The scratching of his pen and the ticking of the clock were deafening as he wrote away the seconds and minutes until the raucous entry of the Airmen who had flown out that night. He couldn't sleep until they made it back safely–another change from when he had been sick. Before it had only been one or two nights a week, restlessly waiting, but now...now, he couldn't sleep no matter who was scheduled to fly. He hoped he would get over this nervousness soon. All this sleepless worrying was beginning to take its toll, emotionally and physically—not to mention that if Rook ever found out, he'd call him a pussy-footed, pillow-biting Cindy and likely destroy more of his books or something similarly important to him.

In a cacophony of swearing, the team came back, and Balfour turned out his light and lay down, resigning to getting what meager sleep he could. This was how his nights usually went if he wasn't on a raid himself.

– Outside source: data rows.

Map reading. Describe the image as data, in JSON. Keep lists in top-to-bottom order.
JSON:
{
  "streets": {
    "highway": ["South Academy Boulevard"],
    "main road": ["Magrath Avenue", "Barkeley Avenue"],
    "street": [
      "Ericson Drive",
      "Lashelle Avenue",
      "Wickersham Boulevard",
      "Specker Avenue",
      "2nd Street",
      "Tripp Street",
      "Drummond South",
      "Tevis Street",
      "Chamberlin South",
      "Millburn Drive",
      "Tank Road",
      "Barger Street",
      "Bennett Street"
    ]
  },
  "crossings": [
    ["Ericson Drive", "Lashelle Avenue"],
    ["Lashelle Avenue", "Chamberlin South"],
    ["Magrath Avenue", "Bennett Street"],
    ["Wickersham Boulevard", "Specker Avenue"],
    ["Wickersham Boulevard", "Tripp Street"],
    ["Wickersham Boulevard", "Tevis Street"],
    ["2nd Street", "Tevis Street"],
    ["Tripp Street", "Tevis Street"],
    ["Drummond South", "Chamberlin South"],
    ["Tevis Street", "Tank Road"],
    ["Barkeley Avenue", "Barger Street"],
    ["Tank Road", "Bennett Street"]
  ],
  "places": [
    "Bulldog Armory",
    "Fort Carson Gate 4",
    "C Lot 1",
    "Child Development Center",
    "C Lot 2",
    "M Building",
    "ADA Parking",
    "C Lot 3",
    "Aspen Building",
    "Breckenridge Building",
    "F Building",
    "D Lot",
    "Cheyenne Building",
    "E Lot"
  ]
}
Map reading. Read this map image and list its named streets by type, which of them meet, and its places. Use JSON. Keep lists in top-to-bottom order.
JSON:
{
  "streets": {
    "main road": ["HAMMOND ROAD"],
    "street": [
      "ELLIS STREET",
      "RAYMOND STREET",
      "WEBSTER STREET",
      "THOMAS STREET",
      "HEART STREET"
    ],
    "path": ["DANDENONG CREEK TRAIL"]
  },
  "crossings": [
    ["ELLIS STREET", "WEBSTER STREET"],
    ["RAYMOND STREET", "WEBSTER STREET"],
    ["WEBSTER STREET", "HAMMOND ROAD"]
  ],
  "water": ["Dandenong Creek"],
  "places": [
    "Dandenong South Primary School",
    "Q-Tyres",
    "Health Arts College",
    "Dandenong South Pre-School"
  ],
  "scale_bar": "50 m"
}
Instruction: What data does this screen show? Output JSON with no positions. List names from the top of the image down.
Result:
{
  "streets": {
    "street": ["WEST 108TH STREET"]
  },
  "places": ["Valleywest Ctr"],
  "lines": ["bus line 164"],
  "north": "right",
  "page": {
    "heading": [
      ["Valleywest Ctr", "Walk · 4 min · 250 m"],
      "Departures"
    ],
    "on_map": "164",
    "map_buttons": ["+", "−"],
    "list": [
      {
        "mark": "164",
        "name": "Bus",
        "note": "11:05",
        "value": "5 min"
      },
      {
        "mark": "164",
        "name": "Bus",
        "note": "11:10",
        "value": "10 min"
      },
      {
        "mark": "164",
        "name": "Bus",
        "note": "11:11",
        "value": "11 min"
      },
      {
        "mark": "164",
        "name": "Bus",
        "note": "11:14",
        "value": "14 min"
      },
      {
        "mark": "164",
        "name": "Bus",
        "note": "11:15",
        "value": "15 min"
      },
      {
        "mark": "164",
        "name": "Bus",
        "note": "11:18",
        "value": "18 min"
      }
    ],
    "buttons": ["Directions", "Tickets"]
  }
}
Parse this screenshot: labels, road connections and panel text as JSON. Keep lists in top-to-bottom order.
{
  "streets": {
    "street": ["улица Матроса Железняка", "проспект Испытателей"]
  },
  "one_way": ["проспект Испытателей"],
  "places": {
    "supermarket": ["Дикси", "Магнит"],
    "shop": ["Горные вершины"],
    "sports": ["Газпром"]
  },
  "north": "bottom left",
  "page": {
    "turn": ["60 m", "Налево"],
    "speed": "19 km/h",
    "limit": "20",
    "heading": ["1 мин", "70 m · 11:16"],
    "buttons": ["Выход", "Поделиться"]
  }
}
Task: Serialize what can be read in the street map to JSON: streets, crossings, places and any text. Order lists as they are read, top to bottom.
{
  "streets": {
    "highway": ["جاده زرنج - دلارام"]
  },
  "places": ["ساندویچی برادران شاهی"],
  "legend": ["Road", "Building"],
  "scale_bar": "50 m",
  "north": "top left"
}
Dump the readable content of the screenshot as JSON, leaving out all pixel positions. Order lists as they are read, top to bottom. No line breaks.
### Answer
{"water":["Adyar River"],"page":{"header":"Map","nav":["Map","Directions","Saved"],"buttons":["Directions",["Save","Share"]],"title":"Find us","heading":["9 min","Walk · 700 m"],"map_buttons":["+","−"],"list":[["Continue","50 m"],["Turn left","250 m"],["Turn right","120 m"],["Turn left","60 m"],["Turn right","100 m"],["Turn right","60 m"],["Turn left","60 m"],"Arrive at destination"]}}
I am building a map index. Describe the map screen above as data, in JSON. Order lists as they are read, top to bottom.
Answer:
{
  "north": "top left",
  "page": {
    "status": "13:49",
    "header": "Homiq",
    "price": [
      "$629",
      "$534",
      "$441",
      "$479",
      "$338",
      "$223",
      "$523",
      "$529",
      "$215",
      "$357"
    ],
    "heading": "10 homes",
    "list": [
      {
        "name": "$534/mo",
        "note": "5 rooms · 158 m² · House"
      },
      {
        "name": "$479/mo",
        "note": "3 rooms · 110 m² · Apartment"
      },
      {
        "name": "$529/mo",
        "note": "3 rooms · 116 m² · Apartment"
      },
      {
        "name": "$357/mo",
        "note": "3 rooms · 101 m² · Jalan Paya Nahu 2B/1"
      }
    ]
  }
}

On raids, he was intensely focused, more so than usual, and that was saying something. He was hyper-aware of his teammates' positioning, the positions of the Ke-Han below, everything. Adamo had said that he was becoming a better recon, but it was only because he was always worried that someone else would get hurt on his time.

Finally, and none too soon, the weekend came, and, with it, a trip into town. Balfour was just happy to be out of the Airman for a while. He wasn't planning on meeting with any of the women on the list, but he carried it with him out of habit. Predictably, he went to his favorite cafe to hide, knowing well that none of the other airmen ever went there—and he didn't ever want them to. He bought a coffee and sat down to write, poems, letters, just anything to expel what he was feeling. He would hide this book away later so no one would ever find it, but for now, he wasn't worried about getting caught. The quiet music was soothing and relaxing and he felt the tension seeping from his shoulders. He was safe here.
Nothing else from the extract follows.